I have used 316L stainless Tig welding rods for a resistive load in the past. Just take the rod and wind around a bolt to make a tight coil then stretch out after removing the bolt. They're cheap and you can hook as many as you need in series or parallel or combination for any voltage/current. Mount on fireproof board because when bright red they give off A LOT of heat. I never tried submerging in liquid.


----------



## Jamie EV (Oct 3, 2012)

I have a couple of treadmill motors. Perhaps I could start out with one, then wire the second in series...or parallel. See how that goes.


----------



## smpavlik (Mar 28, 2011)

Jamie EV said:


> oh wait I see it.
> If I'm not mistaken, most micro controllers do about 200mA gate output...

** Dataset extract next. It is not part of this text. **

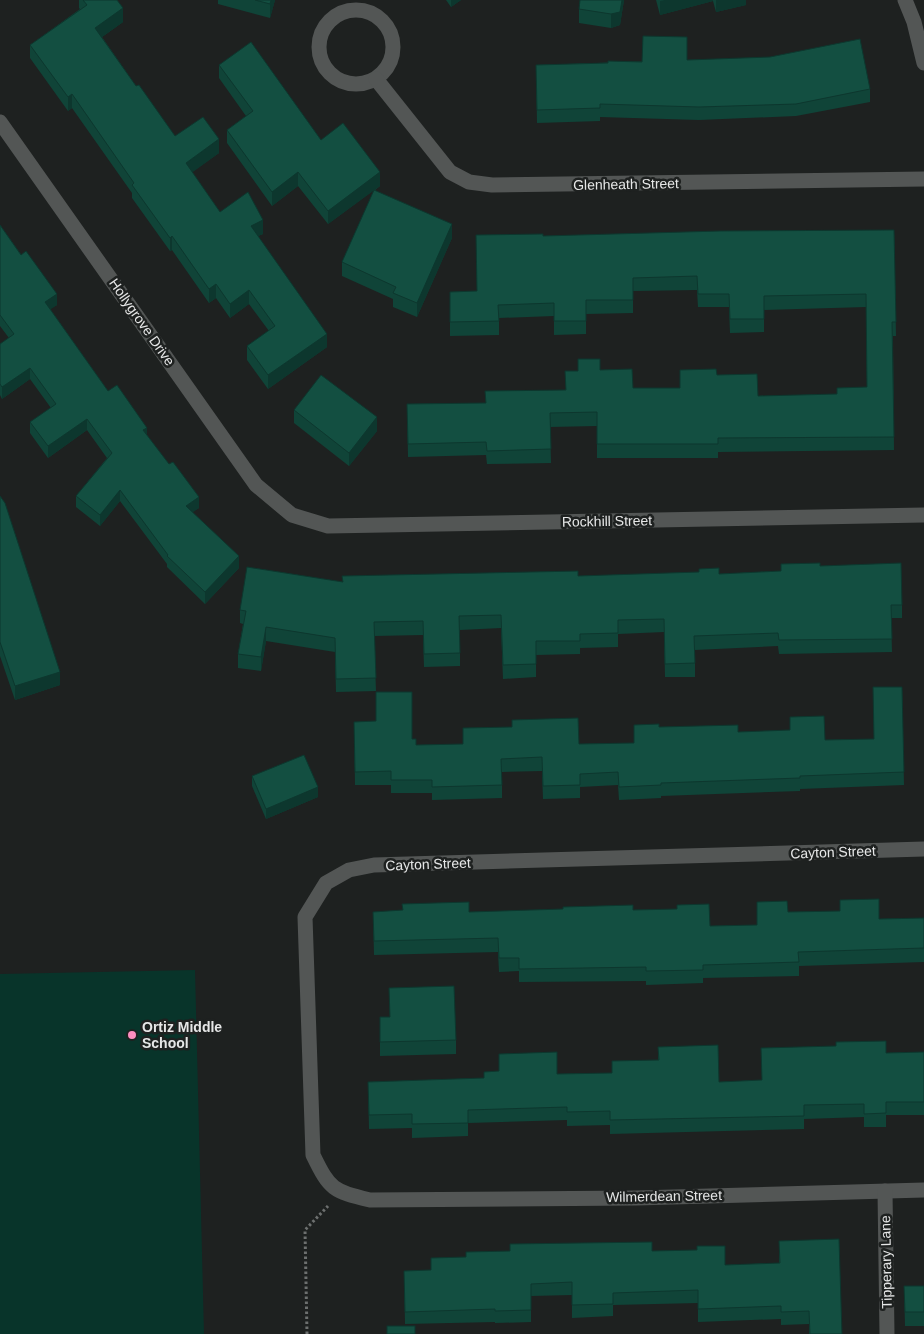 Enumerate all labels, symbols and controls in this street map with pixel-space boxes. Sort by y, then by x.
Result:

This is very optimistic assumption. Most of micros have not more than ~10mA output capability. One power MOSFET easily can have 10nF gate capacity. 16 have 0.16 uF and you have to recharge them! There are 2 scenarios if you connect the batch to a micro output directly:
1. if the micro has current limitation, you l'll have a gentle slope and huge local power dissipation while switching. Result - all MOSFETs will burn almost immediately.
2. if the micro has no current limitation, you'll have huge current through a micro output while recharging the monster capacitor. Result - the micro output will burn out. 

You need to use a MOSFET driver like this 
http://www.irf.com/product-info/datasheets/data/irs2186pbf.pdf
Don`t forget to put a resistor in series with gates to limit current.


----------



## Jamie EV (Oct 3, 2012)

smpavlik said:


> This is very optimistic assumption. Most of micros have not more than ~10mA output capability. One power MOSFET easily can have 10nF gate capacity. 16 have 0.16 uF and you have to recharge them! There are 2 scenarios if you connect the batch to a micro output directly:
> 1. if the micro has current limitation, you l'll have a gentle slope and huge local power dissipation while switching. Result - all MOSFETs will burn almost immediately.
> 2. if the micro has no current limitation, you'll have huge current through a micro output while recharging the monster capacitor. Result - the micro output will burn out.
> 
> ...




That's what I was afraid of. (although Arduino claims 200 mA or so I'm told)...

I'll check that one out.


----------



## Jamie EV (Oct 3, 2012)

Hey now THAT's the driver I need. So I guess a microcontroller could trigger that driver, and THAT could power a string of mosfets...or IGBTs...that's what I was looking for.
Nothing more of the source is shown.